Here are some indicators that you may be confusing technology innovation with blue-ocean strategy:
· Are classes required to learn how to use your new offering?
· Are lengthy manuals needed to understand how to install it?
· Do customers need long explanations to understand what burning problem it solves?
If you answered yes to any of these, think again.
Another way to get started is to ask yourself: What are the alternative products and services to our new offering? Which alternative product or service captures the greatest mass of buyers, and at what price point?
Remember that alternatives are defined from the buyer's point of view, not from the vendor's. In the case of Quicken, the chief alternative to personal financial software was the pencil; therefore, Intuit priced Quicken against the pencil, not against the 42 existing software packages, to convert noncustomers into customers.—W. Chan Kim and Renée Mauborgne
THE 90- DAY PLAN
Over the next three months, you can take several steps to transform the strategic mind-set of your employees into blue-ocean thinking. It requires not only new ideas, but a close examination of those ideas for value to the buyer and your company. Here's how you can get started.
First month: Draw distinction between innovation and blue-ocean creation
· Drill the technology staff to think less about bleeding-edge technology and more about bleeding-edge utility from the buyer's point of view.
· Challenge all ideas and proposals on whether they deliver radically superior utility.
· Engage in regular dialogue with business heads, marketing, and buyers to intimately understand your company's products and services.
Second month: Gain agreement on what a strategic price is
· For every new technology-based idea, push the technology staff to identify all of the alternatives from the buyer's point of view—not the competition's.

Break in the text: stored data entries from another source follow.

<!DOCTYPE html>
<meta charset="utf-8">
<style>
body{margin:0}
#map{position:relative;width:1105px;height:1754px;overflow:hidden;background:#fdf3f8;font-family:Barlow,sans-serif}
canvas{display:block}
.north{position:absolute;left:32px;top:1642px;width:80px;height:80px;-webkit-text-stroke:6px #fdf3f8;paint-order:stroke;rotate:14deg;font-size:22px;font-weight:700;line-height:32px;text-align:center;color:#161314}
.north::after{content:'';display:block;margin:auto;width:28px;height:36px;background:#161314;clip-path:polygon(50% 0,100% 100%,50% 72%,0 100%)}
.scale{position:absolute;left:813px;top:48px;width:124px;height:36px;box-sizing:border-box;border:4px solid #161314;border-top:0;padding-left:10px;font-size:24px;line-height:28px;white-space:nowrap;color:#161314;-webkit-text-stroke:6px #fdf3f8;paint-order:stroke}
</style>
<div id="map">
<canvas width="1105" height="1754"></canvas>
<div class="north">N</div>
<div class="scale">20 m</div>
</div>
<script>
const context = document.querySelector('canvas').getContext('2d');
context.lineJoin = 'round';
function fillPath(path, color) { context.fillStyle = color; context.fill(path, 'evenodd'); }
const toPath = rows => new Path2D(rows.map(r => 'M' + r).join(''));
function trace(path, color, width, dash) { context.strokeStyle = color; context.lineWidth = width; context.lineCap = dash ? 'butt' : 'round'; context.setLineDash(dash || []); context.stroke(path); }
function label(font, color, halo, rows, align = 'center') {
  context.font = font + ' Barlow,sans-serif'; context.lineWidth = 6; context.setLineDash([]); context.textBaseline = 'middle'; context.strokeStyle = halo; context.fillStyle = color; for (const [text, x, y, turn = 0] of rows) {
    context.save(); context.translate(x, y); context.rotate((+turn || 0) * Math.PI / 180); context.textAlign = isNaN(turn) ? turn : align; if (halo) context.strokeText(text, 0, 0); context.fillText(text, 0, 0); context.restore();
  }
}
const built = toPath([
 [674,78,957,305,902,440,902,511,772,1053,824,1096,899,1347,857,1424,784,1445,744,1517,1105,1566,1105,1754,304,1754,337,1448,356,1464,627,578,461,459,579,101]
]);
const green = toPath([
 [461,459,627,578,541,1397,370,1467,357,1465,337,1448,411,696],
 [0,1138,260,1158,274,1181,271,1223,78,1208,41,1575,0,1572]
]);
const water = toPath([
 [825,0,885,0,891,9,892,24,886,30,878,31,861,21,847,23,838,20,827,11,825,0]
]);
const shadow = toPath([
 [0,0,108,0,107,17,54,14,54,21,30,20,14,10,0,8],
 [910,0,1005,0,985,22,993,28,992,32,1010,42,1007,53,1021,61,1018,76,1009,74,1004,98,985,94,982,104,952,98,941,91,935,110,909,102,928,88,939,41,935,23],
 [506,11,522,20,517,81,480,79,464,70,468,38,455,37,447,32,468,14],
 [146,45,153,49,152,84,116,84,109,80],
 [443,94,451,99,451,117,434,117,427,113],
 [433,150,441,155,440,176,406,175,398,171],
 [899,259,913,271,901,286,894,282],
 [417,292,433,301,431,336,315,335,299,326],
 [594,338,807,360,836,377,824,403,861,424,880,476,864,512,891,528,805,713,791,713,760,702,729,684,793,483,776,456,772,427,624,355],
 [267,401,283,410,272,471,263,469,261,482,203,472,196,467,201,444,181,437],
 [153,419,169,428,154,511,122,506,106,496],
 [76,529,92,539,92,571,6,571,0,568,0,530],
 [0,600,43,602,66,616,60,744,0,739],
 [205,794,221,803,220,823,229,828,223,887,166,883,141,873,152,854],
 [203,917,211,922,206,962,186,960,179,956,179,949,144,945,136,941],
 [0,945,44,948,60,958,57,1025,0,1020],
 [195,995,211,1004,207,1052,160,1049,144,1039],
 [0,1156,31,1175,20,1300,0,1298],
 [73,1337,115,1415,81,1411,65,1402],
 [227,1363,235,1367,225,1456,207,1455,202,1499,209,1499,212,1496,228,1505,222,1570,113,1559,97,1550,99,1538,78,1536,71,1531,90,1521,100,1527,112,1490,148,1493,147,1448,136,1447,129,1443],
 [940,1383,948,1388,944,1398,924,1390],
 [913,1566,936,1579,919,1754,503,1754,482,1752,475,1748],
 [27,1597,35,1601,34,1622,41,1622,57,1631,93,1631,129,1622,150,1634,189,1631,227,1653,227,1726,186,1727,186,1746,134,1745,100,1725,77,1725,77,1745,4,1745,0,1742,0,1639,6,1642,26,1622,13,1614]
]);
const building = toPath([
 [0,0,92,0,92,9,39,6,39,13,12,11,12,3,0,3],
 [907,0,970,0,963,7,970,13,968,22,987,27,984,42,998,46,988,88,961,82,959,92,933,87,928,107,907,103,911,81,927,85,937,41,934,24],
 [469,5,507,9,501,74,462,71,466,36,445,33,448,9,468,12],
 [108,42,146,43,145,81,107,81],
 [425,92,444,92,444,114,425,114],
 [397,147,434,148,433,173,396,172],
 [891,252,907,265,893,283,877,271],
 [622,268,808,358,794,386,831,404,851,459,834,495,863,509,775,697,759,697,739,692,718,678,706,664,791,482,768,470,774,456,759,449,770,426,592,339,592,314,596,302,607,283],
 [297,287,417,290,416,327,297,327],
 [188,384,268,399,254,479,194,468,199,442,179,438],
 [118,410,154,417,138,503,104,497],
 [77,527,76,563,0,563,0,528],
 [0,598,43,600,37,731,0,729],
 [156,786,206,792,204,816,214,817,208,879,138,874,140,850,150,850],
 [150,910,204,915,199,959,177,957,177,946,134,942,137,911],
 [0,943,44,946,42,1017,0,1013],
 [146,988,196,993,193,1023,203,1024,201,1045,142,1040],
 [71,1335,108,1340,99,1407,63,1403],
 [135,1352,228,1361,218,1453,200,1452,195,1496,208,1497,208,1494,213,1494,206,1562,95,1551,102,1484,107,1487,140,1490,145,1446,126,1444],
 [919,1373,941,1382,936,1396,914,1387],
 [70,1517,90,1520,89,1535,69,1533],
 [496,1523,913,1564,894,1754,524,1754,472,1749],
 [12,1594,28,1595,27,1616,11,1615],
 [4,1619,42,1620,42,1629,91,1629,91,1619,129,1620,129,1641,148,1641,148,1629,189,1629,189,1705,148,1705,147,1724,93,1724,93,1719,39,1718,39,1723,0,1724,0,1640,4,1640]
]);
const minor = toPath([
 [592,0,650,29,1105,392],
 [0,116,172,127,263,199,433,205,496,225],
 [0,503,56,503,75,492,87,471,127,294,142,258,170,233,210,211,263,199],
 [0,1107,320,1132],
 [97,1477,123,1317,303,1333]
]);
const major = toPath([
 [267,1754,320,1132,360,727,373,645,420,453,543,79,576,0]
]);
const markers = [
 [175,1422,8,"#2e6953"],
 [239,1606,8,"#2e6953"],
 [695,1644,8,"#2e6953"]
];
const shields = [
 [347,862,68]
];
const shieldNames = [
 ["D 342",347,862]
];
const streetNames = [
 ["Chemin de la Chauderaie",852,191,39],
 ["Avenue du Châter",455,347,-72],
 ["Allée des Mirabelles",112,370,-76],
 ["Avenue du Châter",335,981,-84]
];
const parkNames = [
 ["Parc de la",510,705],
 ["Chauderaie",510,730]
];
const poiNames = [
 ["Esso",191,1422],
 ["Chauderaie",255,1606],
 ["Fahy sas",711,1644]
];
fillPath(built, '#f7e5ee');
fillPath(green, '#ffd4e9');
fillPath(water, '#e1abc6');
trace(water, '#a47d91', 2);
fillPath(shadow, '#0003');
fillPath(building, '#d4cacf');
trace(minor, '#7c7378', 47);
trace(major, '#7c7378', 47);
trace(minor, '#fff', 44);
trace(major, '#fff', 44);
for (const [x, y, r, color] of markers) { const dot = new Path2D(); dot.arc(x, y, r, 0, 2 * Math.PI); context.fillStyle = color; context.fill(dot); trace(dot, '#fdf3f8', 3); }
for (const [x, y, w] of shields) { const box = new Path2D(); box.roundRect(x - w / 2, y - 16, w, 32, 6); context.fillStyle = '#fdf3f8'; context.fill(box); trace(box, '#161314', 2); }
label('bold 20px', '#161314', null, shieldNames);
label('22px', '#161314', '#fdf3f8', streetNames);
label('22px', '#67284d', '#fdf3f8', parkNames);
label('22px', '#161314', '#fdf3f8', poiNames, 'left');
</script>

· Have the technology staff identify which alternatives capture the greatest mass of buyers and at what price. Be careful not to overdeliver on what buyers actually value.
· Remind them that the objective is to set a strategic price that can pull in all of these customers.
Third month: Set aggressive target costs for employees
· Set price-minus, not cost-plus, targets for delivering on new business ideas.
· Let employees know that cost overruns won't be permitted.
· Encourage employees to apply their best thinking to hit the target cost.
· Then let the employees go forward with their assigned tasks.
W. Chan Kim is The Boston Consulting Group Bruce D. Henderson Chaired
Professor of International Management and
Professor of Strategy and International Management at INSEAD.
Renée Mauborgne is The INSEAD Distinguished Fellow and
Professor of Strategy and Management at INSEAD.